• _THE PROBLEM_
Retype the following data exactly, but leave its pictures out.

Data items
= Beginning of Section =
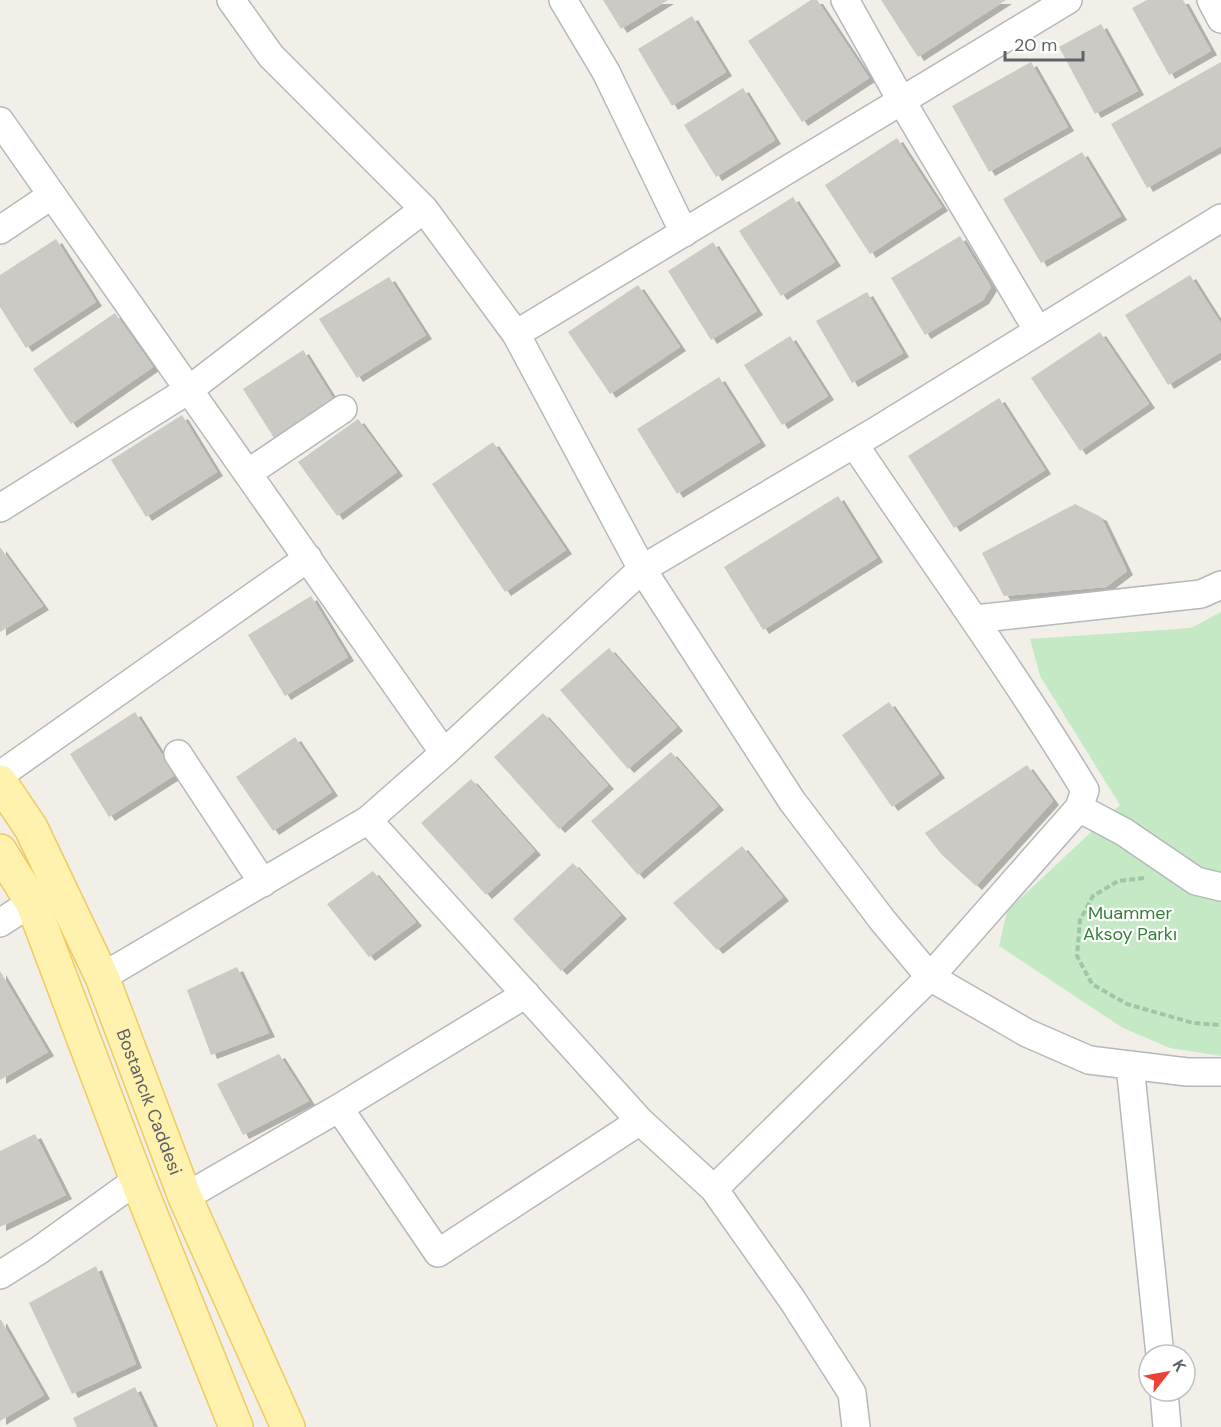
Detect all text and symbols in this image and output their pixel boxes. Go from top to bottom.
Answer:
scale bar [1005,24,1083,62]
text: 20 m [1014,33,1057,57]
park label: Muammer Aksoy Parkı [1083,901,1177,946]
street label: Bostancık Caddesi [111,1025,188,1178]
north arrow [1137,1343,1197,1403]
text: K [1168,1356,1191,1376]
= End of Section =
• _SOLUTION FOR THIS EXERCISE_
Detect all text and symbols in this image and output their pixel boxes. Go from top to bottom.
Answer:
scale bar [1005,24,1083,62]
text: 20 m [1014,33,1057,57]
park label: Muammer Aksoy Parkı [1083,901,1177,946]
street label: Bostancık Caddesi [111,1025,188,1178]
north arrow [1137,1343,1197,1403]
text: K [1168,1356,1191,1376]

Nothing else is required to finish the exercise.